Buckle up folks, here's another boatload of discounted digital fun for you to get your grubby mitts all over. The best priced games from all over the land are collected right here for your convenience. Get yourself over to SavyGamer.co.uk to keep up to date with all the cheap games, as and when they are cheap.
Here are this week's deals:
GTA IV: The Ballad of Gay Tony, Xbox 360 – 800 MS Points
GTA IV: The Lost and Damned, Xbox 360 – 400 MS Points
These prices are only available to Xbox Live Gold subscribers, and you'll need GTA IV to be able to play them.
Christian gave The Lost and Damned a solid 8/10, saying:
"With a fulsome single-player campaign that will soak up somewhere in the region of fifteen hours of your time while threading in a genuinely memorable story, and a pile of new distractions, there's no question that Rockstar has raised the bar on what players should expect from downloadable content."
Then Tom followed suit by giving Gay Tony an 8/10 too:
"Like The Lost and Damned, it's a sizeable chunk of game, too, taking around a dozen hours to exhaust completely, and that's before multiplayer is taken into account. Perhaps Tony Prince does nothing to drag the series forward - somewhat fittingly for a man with his head stuck in the eighties - but the episode Rockstar has named in his honour is a colourful and pleasingly unpredictable adventure that gets better throughout and ends on a high."
Grid, PC - £2.99
A slick track racer from Codies, Grid's got a fair few clever tricks up it's sleeve. Chief among them is probably the "flashback" features, where you can rewind any mistakes, much like the Sands of Time.

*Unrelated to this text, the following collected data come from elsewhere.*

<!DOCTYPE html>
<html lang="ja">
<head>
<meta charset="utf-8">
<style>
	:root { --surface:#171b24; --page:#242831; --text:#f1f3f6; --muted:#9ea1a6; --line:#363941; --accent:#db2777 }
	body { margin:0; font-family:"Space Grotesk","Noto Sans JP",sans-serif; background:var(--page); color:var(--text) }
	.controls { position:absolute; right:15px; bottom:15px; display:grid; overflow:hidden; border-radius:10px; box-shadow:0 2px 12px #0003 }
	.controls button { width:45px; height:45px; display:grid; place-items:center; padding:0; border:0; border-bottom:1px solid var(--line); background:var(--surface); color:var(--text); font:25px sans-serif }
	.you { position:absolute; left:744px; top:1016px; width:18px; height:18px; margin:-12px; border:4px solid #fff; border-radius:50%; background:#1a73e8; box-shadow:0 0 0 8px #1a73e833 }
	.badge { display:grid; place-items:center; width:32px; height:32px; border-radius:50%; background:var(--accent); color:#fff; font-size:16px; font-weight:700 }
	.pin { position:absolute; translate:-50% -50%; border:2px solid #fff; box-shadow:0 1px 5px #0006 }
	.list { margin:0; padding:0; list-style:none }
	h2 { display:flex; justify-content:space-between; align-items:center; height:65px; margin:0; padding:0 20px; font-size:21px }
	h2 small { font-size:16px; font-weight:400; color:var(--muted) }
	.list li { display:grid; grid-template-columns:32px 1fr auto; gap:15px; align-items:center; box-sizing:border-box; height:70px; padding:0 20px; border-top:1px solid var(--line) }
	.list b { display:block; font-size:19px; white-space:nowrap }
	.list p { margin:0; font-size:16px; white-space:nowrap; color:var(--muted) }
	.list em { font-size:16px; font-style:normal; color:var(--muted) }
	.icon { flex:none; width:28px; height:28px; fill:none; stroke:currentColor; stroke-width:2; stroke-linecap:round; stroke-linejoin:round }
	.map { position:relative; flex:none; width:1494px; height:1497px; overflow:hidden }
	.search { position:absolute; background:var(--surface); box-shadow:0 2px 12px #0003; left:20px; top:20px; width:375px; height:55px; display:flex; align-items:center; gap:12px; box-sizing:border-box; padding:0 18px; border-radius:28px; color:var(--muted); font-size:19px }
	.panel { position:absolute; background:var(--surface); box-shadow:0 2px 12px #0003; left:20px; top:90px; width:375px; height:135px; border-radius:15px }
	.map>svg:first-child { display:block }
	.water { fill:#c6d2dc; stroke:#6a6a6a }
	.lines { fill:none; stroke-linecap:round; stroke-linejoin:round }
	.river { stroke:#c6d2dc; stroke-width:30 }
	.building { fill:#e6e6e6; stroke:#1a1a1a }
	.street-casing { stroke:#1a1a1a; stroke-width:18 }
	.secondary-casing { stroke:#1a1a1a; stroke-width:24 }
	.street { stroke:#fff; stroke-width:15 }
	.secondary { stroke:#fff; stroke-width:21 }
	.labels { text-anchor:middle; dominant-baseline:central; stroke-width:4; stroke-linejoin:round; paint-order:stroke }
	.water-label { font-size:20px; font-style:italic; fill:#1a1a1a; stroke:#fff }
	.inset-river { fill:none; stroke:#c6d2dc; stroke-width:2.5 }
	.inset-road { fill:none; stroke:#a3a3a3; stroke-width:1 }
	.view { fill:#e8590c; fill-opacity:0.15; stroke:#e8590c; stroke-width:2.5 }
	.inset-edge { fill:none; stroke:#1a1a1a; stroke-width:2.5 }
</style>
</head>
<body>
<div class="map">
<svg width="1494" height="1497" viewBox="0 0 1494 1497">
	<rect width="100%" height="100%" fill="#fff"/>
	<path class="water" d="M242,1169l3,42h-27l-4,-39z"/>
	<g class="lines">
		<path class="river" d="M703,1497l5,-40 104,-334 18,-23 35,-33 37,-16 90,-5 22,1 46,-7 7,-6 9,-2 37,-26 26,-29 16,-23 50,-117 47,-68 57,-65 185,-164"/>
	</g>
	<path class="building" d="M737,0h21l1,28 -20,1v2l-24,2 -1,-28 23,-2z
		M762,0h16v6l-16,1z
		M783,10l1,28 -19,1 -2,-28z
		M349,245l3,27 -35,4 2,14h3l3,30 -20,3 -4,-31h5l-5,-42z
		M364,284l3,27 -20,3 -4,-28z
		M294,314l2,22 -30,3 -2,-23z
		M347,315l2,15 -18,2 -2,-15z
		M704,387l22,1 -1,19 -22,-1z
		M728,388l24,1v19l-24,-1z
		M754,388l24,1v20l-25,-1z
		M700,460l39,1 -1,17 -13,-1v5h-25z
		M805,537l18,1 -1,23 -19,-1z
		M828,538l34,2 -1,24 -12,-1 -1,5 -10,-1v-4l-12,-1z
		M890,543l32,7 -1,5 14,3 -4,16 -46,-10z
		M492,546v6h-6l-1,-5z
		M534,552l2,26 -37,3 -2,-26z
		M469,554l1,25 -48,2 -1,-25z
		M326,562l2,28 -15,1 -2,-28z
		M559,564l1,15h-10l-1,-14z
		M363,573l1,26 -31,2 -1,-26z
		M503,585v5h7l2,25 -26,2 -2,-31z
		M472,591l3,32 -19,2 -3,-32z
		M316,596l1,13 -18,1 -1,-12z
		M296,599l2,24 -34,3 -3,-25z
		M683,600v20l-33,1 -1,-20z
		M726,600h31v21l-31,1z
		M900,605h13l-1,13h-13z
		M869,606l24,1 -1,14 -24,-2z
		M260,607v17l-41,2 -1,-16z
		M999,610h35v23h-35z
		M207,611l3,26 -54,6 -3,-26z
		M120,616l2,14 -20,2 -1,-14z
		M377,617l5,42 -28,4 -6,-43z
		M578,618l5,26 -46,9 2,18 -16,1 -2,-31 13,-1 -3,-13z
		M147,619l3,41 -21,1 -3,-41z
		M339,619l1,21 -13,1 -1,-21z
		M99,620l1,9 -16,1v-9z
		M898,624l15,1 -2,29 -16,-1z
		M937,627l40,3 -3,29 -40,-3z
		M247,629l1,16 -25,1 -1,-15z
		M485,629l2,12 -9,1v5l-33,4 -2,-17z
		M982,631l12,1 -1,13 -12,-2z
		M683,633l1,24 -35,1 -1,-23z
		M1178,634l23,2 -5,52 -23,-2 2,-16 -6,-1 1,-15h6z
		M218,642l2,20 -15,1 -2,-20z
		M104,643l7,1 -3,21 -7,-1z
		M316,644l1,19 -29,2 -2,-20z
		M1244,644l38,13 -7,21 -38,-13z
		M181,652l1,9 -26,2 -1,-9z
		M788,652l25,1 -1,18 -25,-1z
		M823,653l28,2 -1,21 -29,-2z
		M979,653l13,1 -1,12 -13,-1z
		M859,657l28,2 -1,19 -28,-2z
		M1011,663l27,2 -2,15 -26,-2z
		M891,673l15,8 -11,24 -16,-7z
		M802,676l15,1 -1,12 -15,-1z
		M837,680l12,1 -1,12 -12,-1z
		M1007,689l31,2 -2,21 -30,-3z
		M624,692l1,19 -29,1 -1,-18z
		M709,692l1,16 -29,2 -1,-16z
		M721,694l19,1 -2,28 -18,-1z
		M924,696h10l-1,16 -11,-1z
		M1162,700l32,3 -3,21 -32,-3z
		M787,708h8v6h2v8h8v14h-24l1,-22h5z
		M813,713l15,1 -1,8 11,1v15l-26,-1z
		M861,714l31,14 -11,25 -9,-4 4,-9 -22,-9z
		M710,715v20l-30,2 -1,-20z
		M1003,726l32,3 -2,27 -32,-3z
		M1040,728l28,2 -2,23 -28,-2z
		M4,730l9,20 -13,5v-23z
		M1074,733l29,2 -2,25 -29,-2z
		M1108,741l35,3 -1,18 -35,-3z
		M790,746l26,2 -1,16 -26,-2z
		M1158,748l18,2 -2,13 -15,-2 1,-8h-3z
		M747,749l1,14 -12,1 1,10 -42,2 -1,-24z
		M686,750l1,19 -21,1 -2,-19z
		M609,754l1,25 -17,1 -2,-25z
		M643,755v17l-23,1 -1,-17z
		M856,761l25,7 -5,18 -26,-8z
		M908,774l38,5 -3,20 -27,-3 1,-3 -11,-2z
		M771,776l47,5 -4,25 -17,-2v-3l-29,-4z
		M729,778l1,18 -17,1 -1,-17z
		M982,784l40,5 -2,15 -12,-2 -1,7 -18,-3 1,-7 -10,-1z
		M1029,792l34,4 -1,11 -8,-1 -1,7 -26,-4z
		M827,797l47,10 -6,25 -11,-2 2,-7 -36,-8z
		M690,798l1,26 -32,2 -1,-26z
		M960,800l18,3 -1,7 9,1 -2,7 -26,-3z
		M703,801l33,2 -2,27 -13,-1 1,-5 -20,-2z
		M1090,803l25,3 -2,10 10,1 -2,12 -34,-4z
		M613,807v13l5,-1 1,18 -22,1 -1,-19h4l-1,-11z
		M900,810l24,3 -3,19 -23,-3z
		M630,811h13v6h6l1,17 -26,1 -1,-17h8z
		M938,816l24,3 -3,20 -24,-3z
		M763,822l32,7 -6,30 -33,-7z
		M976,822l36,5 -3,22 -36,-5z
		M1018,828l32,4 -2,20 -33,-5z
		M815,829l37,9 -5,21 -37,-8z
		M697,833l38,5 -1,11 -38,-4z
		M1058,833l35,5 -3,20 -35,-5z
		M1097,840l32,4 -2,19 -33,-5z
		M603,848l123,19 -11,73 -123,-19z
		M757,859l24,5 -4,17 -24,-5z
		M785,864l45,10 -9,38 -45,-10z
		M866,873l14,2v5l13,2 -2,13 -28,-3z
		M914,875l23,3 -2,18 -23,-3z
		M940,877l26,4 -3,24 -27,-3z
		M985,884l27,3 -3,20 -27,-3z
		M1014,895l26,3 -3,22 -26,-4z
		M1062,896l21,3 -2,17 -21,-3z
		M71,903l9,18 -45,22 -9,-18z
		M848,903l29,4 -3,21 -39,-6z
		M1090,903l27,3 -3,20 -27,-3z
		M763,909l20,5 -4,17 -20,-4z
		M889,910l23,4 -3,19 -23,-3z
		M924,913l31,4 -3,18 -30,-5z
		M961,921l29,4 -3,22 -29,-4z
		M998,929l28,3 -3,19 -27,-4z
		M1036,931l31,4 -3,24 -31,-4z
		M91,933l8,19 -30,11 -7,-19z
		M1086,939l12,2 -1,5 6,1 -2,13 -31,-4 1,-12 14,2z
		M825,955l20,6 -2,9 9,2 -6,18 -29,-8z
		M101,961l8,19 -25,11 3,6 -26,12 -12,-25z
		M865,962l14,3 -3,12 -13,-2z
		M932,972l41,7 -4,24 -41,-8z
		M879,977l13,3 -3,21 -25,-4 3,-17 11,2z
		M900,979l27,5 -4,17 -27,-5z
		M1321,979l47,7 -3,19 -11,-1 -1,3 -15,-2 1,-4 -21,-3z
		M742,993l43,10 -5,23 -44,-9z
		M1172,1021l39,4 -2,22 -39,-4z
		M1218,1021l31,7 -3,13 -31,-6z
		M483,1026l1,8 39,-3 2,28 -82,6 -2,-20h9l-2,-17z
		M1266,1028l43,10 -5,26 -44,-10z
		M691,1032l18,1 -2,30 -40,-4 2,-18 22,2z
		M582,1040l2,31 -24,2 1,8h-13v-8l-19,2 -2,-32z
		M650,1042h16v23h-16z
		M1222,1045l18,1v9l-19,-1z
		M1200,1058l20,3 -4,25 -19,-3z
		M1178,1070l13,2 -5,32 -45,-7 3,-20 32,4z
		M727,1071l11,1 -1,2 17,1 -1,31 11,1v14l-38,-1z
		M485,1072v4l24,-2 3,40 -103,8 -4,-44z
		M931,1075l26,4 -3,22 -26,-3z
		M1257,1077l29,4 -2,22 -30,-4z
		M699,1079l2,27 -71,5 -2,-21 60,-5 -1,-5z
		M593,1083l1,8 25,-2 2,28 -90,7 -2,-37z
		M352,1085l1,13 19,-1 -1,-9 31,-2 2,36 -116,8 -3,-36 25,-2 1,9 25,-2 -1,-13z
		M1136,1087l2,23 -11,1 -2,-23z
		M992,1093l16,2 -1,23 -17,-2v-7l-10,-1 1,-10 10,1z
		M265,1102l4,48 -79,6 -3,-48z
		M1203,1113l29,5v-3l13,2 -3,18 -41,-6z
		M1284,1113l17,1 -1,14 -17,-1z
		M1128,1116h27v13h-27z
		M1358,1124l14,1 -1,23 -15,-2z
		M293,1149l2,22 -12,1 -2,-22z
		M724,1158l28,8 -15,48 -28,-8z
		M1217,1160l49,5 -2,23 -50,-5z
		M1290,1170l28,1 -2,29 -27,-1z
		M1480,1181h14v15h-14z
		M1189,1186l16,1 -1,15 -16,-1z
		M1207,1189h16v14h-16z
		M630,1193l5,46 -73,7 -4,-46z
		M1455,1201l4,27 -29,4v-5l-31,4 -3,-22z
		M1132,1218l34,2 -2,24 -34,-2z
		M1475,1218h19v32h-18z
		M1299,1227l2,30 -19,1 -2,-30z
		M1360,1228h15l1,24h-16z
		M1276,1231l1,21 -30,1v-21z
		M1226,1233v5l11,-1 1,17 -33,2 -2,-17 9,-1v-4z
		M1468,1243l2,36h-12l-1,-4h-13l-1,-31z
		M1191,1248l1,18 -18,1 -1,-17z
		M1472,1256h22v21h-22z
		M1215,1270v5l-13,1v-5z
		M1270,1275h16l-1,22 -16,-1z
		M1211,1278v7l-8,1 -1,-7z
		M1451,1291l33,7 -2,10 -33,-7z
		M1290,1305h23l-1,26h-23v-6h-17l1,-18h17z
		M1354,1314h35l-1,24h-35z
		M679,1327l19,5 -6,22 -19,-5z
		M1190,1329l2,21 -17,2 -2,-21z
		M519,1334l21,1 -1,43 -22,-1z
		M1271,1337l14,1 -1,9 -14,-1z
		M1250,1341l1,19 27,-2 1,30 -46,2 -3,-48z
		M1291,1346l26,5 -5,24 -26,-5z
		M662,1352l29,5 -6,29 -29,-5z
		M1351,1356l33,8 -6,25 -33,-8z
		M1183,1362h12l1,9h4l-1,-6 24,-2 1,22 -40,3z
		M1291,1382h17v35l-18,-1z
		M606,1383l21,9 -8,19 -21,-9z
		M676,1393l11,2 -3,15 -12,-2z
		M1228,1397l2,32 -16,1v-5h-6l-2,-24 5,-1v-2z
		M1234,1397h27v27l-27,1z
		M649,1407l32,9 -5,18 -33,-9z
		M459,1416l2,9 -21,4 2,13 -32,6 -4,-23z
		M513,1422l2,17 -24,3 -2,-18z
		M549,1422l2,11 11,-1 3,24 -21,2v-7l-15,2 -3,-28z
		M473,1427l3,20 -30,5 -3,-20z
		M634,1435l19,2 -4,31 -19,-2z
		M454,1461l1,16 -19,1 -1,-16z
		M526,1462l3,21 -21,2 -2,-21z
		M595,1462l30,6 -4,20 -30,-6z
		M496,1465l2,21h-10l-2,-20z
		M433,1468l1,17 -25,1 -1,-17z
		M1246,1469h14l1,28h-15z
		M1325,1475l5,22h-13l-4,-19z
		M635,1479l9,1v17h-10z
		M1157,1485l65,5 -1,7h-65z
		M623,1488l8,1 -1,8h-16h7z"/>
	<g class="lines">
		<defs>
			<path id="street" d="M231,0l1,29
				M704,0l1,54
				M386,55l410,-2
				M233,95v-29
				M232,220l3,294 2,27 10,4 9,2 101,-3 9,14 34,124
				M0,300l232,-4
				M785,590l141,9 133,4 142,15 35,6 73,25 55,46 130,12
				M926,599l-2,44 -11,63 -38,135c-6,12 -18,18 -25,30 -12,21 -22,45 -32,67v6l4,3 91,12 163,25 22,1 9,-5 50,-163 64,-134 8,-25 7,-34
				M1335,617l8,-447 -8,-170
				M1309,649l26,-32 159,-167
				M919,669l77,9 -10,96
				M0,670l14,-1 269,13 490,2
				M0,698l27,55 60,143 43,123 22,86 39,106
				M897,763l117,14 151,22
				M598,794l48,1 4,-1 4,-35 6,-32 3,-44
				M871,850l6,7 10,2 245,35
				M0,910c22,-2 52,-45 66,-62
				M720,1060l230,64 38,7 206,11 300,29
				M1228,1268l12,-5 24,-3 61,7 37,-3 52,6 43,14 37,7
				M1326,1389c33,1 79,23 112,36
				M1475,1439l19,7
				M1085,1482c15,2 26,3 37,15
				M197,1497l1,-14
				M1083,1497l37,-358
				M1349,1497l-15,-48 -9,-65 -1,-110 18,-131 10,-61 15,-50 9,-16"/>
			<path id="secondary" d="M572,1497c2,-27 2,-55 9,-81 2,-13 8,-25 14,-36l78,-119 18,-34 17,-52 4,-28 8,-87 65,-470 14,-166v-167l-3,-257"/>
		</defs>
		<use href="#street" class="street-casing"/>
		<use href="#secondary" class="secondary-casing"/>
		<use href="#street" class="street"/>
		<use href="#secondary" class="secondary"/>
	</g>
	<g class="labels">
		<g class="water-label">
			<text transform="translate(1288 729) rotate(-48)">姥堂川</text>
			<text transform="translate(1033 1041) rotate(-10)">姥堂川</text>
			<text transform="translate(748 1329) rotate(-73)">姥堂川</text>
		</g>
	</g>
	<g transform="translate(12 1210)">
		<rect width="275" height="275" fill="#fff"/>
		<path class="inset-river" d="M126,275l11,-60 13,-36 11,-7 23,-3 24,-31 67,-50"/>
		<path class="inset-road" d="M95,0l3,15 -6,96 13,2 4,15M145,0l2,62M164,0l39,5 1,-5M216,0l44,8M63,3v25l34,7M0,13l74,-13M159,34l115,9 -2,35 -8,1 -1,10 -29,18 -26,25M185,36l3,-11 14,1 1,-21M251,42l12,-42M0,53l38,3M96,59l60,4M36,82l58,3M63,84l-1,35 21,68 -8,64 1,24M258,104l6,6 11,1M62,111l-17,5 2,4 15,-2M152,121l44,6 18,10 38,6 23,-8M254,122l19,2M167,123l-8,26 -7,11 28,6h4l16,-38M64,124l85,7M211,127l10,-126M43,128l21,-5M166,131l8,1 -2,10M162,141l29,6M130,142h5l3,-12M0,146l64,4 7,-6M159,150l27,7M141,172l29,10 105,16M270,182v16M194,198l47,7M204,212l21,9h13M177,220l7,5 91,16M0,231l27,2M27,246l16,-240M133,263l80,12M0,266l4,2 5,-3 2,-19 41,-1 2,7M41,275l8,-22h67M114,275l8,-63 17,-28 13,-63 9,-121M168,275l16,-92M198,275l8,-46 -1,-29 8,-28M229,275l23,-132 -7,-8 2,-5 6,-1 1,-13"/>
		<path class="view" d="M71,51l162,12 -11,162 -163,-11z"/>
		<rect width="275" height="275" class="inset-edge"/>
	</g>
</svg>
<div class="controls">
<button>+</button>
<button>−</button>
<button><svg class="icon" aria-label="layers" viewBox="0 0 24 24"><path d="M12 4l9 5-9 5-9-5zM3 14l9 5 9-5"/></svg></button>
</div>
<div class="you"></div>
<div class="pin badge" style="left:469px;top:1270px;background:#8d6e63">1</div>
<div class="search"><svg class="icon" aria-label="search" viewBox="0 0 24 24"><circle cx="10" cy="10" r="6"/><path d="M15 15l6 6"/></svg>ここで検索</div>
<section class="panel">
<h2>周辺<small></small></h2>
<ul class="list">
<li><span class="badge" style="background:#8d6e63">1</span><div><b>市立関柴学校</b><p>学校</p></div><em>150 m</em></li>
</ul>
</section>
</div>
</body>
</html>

Tom loved it, and gave it a Eurogamer 9/10 for it's trouble:
"GRID is a great success: the single-player is varied without being confusing; the online multiplayer supports 12 players and damage modelling, reducing the number of first-corner pile-ups; tracks and cars are well chosen and recreated; and Flashback allows you to race with the same determination on lap three as you did on lap one, mitigating risk in a manner of which other racing game developers will soon be envious."
Codemasters are giving their cut of the sales from this promotion to a range of charities too, so you get a game and a warm fuzzy feeling inside.
Saints Row: The Third [Professor Genki Edition], PC – £24.99 delivered
Disgusting, horrible, beautiful open world GTA-a-like Saints Row is back, and it's still got no shame.
Steve previewed it last month, and here's a typical series of events in Saints Row: The Third:
"As a snapshot of the action, the lead proponent walks down a busy street while smacking random pedestrians upside the head with a three foot purple dildo. He then gets into a jetfighter and starts casually torching people with its inbuilt flamethrower. And then for good measure, he robs a bank amidst a sky full of exploding helicopters. And then he goes and whacks someone in the nuts."
The Professor Genki Edition comes with some bonus in-game tat.
Killzone 2, PS3 - £4.98 delivered
Super pretty FPS from Guerilla Games. I preferred this to the 3rd in the series, and I seem to recall the campaign being a fair bit longer too. Dan had this to say of it:
"Killzone 2 is a taut and muscular game, a shooter that gives back more than you put in, provided you have the intestinal fortitude. It may take its time revealing its true depths and pleasures, but the journey is well worth taking. Between Killzone 2's unforgiving grit and Resistance 2's alien-bursting excess, the PS3 finally has both ends of the shooter spectrum covered in grand style."
But it is also worth adding that it's really, really pretty.
Dungeon Siege III, Xbox 360 - £11.98 delivered
It's been out less than a month, and already it's close to the £10 mark. Most games drop in price fairly quickly these days, but for a fairly well received game to drop in price this quickly is not too common.
Quintin liked Dungeon Siege III to the tune of an 8/10. Here's what he thought:
"With the exception of a handful of tough fights spread throughout the game, it's possible to go tumbling through Dungeon Siege III with half of your brain playing and the other half chatting idly to your co-op partner. You simply tap away at the attack button, dodge on those occasions when you see an attack being aimed in your direction, and fall back and use your healing ability when you're hurt.
But don't think this means that Dungeon Siege III is a brain-dead game. It's just an adaptive one. Because your character has up to 11 abilities, as well as charged versions of each of those, and each is best used in a slightly different scenario, trying to play Dungeon Siege III perfectly is a totally absorbing dance of glossy particle effects, small victories and even smaller failures."